**What you need to do**
Examine the records and identify each line that includes the string "above". Copy those lines.

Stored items

=== Begin Enclosure ===

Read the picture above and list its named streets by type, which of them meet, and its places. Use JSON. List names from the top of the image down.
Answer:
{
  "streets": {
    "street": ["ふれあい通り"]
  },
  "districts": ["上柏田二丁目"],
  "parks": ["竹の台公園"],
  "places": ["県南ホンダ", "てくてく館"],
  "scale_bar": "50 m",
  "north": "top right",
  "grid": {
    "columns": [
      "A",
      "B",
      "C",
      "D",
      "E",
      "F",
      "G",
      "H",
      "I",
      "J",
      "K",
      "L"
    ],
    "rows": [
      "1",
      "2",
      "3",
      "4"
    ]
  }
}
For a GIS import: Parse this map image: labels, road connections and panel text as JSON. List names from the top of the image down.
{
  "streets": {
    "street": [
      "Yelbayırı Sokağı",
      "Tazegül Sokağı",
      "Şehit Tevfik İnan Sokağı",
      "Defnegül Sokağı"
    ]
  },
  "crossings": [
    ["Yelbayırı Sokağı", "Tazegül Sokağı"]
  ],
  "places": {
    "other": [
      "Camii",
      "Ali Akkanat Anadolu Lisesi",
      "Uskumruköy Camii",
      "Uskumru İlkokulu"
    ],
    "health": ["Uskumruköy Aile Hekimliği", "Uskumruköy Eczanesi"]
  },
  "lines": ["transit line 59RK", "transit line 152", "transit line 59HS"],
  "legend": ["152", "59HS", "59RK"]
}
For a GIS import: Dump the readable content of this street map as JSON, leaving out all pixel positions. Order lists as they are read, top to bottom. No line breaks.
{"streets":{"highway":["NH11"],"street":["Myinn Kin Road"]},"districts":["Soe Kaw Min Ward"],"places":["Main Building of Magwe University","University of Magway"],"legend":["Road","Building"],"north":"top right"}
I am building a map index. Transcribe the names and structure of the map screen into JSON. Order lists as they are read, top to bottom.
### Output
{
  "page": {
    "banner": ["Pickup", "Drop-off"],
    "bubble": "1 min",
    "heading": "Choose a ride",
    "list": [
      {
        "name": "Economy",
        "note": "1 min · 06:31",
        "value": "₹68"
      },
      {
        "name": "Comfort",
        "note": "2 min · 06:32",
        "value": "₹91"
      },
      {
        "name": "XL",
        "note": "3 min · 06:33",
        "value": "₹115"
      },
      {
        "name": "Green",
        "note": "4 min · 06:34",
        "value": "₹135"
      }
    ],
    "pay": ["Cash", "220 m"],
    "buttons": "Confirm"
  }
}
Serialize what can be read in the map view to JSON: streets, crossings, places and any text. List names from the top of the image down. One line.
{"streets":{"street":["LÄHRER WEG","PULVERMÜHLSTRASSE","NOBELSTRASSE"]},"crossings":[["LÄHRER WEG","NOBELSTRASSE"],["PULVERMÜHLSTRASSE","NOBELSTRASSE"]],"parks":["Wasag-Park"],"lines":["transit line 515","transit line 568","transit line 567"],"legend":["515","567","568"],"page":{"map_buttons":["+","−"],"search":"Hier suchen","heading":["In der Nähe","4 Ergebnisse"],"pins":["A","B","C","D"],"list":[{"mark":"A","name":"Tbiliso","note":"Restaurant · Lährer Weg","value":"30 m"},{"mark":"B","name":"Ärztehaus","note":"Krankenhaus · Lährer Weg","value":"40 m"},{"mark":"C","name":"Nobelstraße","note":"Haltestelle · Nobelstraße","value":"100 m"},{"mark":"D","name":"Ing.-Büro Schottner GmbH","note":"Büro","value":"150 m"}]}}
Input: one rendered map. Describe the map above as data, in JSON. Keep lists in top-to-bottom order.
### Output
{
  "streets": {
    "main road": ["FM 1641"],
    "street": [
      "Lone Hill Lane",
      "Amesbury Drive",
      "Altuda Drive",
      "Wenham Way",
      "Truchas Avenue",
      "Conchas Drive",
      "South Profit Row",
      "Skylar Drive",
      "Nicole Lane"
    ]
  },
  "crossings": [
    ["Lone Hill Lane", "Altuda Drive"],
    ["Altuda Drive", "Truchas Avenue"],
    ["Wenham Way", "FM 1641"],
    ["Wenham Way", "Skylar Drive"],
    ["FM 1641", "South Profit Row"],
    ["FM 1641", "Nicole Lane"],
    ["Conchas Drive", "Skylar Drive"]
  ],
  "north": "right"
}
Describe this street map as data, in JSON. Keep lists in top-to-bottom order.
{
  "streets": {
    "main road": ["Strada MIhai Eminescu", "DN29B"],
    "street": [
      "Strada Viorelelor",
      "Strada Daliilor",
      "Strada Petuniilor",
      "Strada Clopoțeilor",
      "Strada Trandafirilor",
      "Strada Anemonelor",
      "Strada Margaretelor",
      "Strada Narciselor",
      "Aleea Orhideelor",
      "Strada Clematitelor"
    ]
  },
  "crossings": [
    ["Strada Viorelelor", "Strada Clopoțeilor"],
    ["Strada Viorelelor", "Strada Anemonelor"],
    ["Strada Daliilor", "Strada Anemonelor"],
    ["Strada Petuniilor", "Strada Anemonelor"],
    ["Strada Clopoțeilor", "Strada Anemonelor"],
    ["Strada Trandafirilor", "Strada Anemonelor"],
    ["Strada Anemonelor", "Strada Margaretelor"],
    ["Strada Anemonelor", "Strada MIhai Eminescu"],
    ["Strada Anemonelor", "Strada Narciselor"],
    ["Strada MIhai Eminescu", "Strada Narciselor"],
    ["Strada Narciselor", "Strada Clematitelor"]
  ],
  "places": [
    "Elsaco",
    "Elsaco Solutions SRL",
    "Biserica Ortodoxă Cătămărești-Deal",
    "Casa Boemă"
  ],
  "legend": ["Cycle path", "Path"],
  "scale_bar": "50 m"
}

=== End Enclosure ===

**Answer section**
Read the picture above and list its named streets by type, which of them meet, and its places. Use JSON. List names from the top of the image down.
Input: one rendered map. Describe the map above as data, in JSON. Keep lists in top-to-bottom order.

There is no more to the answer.